PROMPT:
Go through the data and copy each line where the string "Keep" appears.

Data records

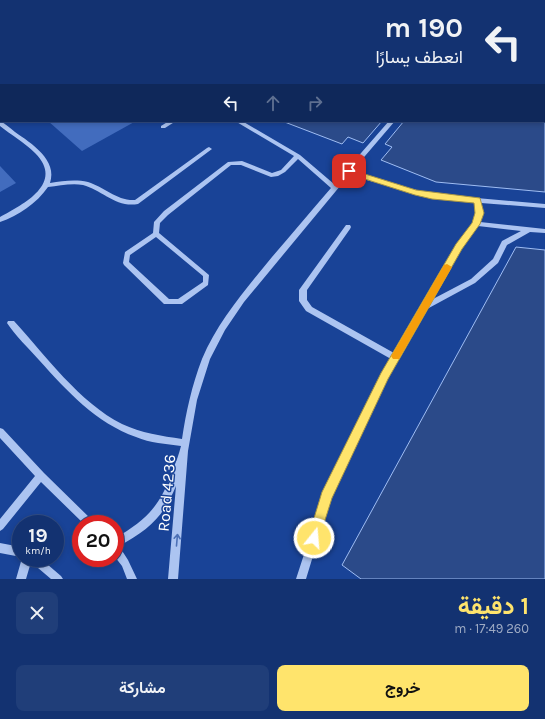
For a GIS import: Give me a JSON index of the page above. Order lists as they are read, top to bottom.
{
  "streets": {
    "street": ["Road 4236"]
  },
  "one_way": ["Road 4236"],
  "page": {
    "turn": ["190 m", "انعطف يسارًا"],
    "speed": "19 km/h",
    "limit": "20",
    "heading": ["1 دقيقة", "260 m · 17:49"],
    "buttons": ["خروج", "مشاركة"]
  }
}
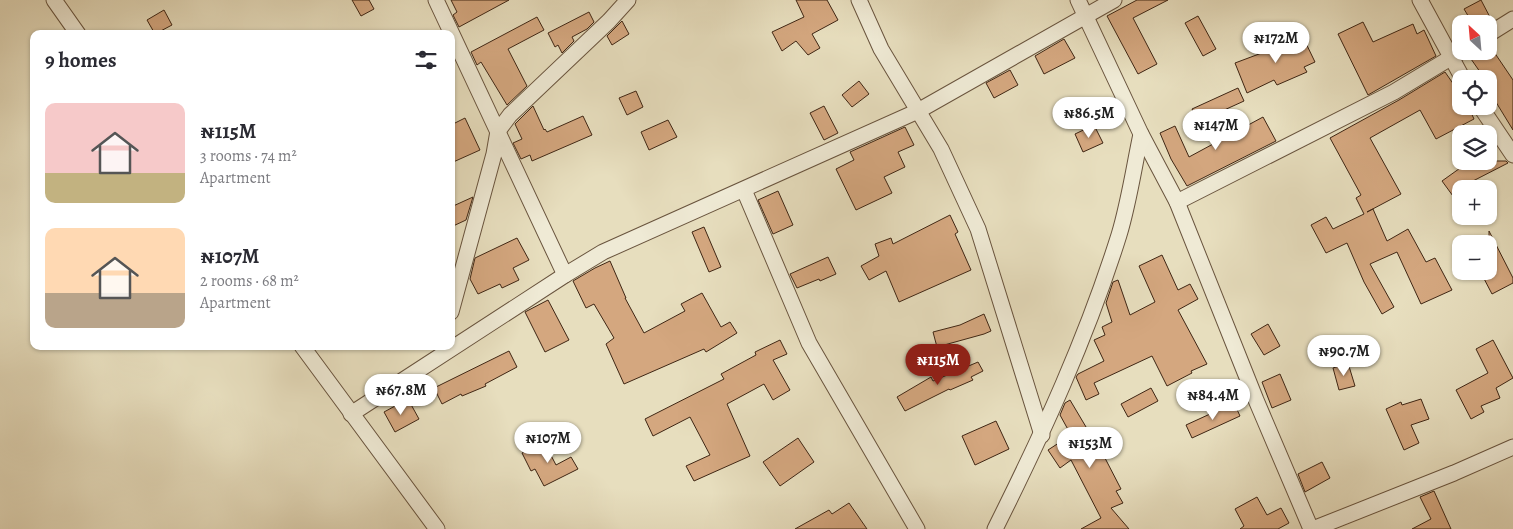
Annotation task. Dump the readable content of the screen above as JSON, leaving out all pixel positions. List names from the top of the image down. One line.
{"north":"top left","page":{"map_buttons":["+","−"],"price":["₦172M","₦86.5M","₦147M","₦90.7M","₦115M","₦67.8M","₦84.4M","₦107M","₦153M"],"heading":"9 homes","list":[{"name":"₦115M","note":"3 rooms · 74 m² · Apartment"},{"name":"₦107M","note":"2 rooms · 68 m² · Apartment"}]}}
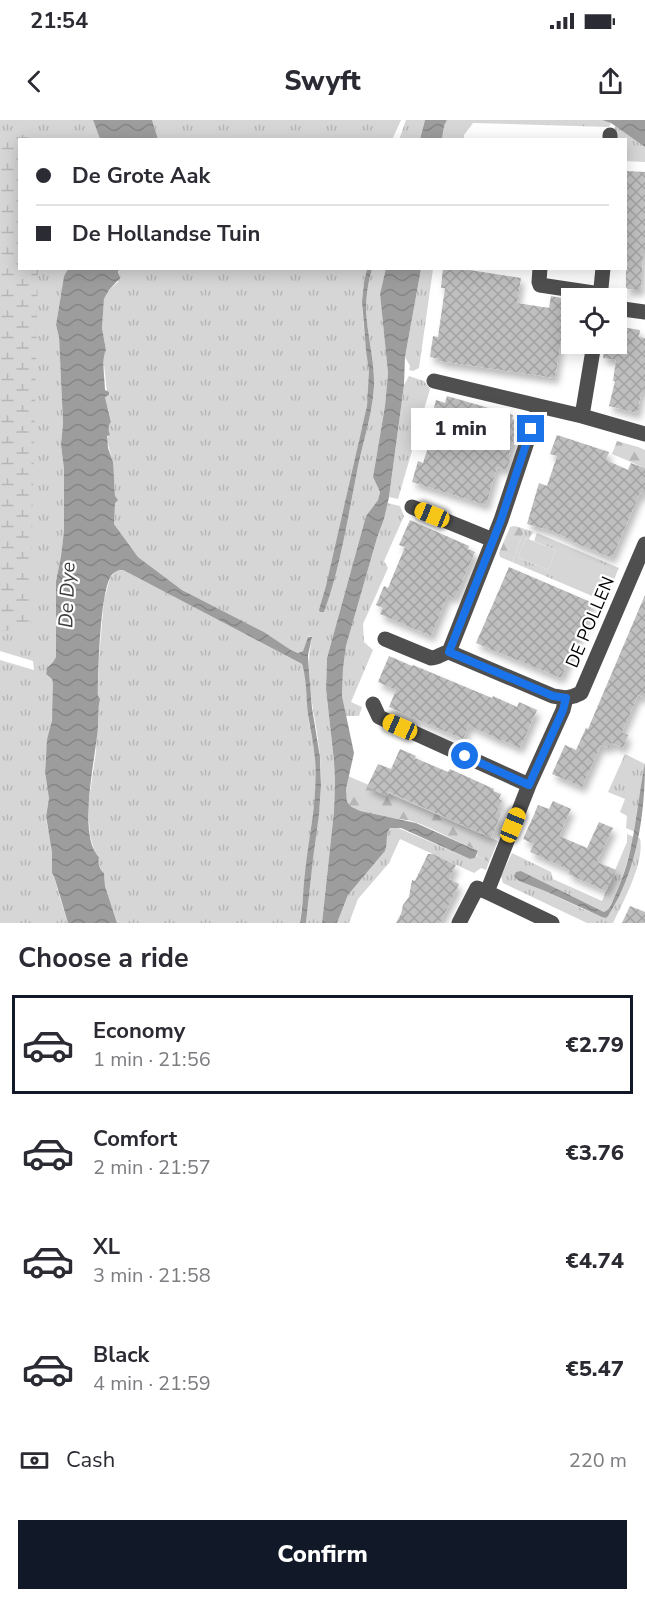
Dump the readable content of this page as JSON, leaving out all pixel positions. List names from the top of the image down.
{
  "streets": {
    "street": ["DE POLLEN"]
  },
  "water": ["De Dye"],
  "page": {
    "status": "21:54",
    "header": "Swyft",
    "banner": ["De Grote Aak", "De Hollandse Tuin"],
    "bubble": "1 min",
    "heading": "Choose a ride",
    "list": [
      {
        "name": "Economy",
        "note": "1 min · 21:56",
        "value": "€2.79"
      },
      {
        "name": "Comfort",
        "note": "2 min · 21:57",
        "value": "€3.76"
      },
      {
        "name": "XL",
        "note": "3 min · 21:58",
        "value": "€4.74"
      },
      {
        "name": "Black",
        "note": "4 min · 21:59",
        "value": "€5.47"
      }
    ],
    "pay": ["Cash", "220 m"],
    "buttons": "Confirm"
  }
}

---

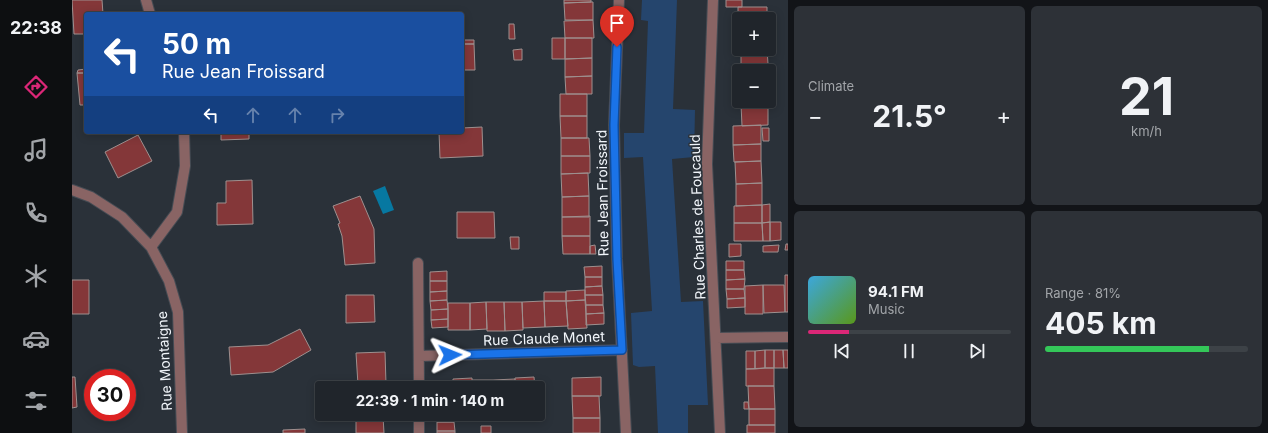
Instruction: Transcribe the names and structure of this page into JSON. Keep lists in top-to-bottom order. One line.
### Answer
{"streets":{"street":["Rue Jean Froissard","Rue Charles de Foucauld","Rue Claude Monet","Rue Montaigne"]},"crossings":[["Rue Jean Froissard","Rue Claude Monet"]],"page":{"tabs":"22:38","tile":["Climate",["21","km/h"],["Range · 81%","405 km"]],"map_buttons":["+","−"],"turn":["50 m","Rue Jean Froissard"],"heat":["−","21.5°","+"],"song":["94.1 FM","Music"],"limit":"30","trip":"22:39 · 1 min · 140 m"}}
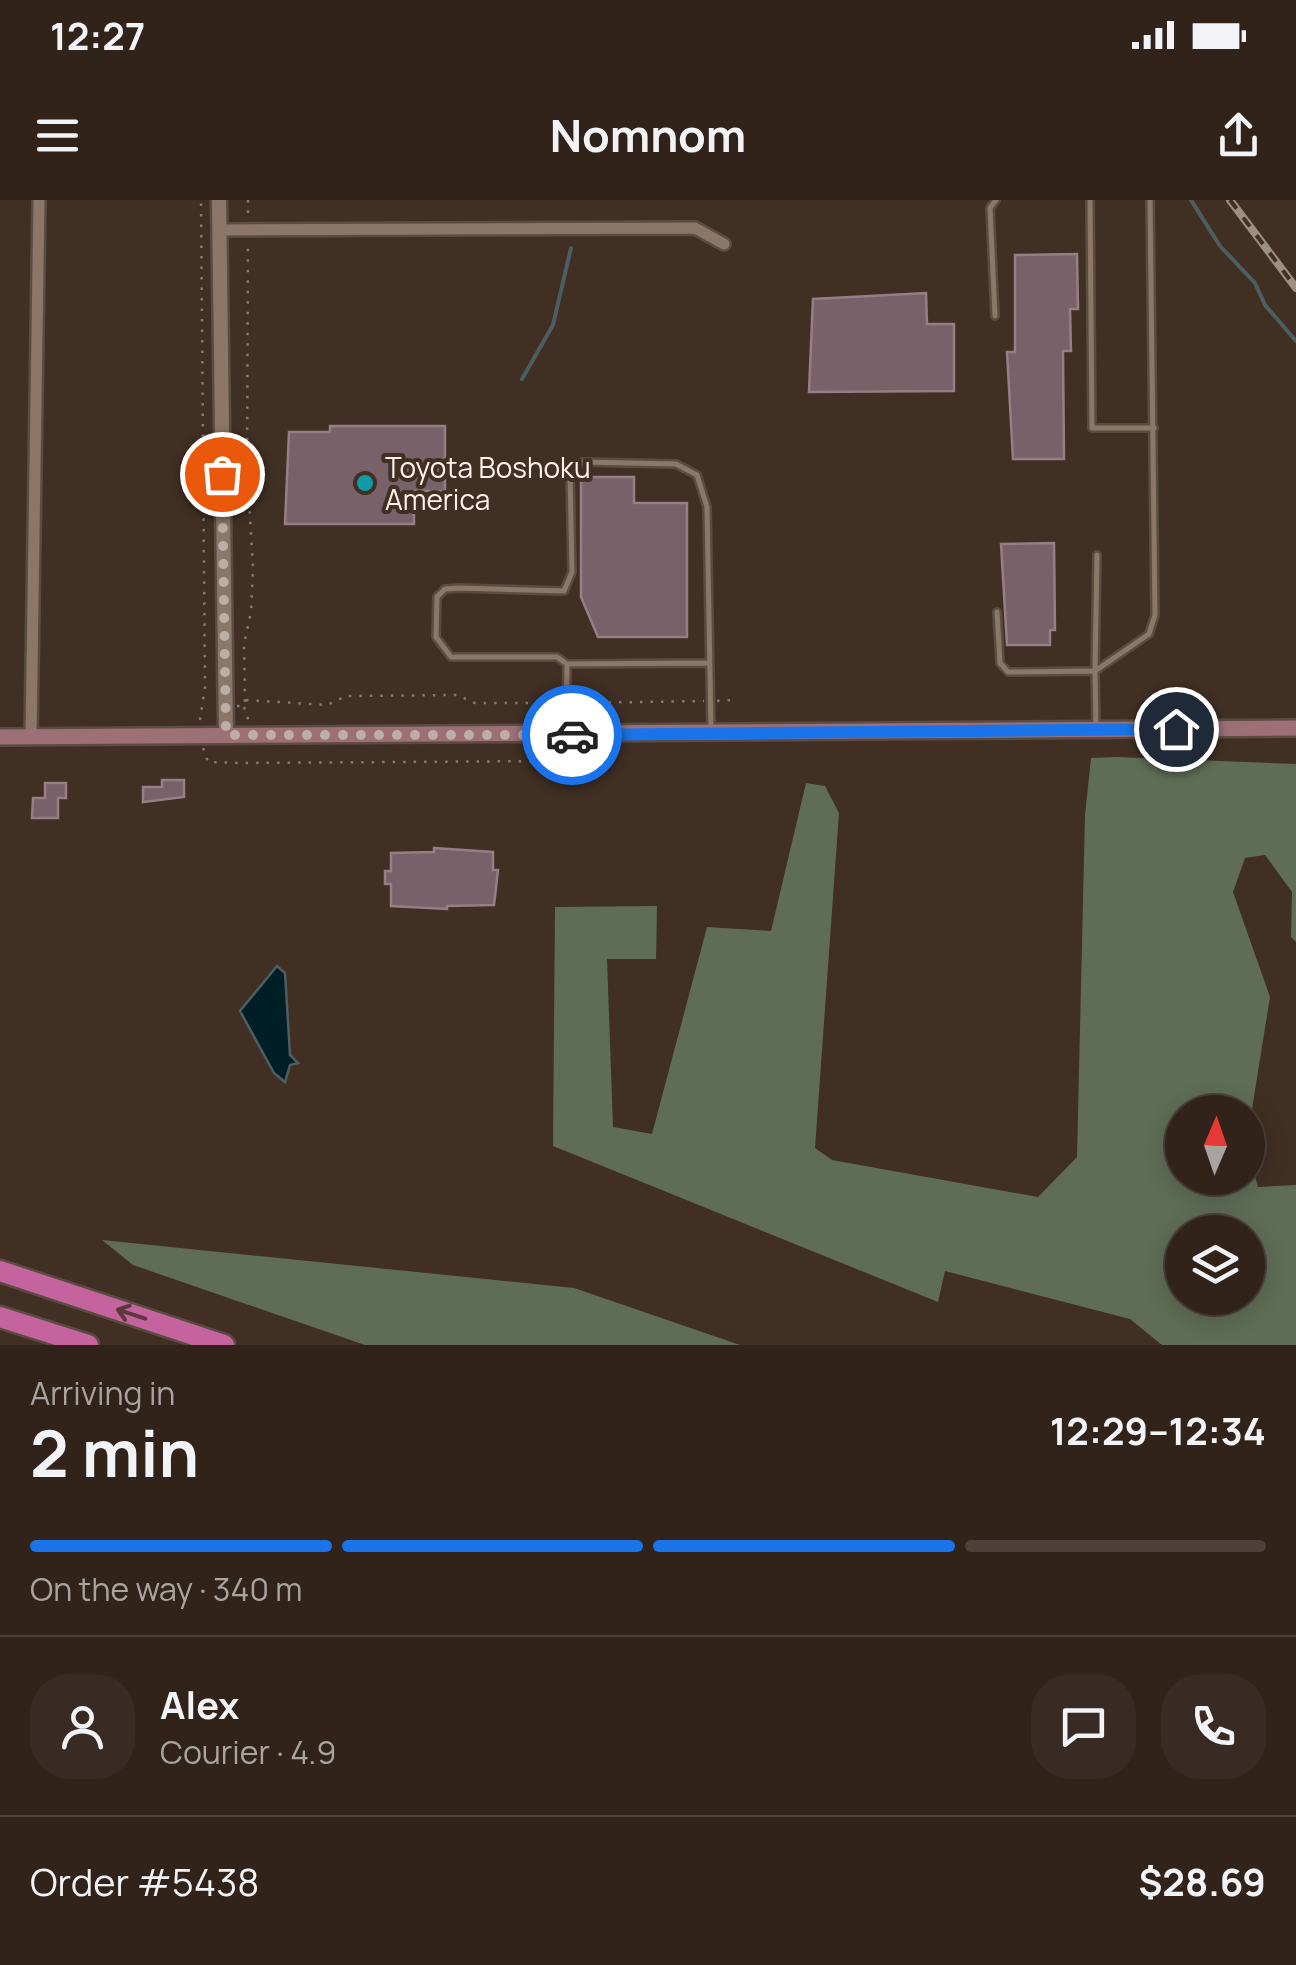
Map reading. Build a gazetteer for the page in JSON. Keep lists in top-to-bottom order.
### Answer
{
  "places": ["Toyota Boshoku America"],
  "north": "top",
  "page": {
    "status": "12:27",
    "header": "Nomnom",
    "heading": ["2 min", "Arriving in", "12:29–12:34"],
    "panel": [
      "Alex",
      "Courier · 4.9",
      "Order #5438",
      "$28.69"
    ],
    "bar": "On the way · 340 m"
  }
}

TASK OUTPUT:
Instruction: Transcribe the names and structure of this page into JSON. Keep lists in top-to-bottom order. One line.
Map reading. Build a gazetteer for the page in JSON. Keep lists in top-to-bottom order.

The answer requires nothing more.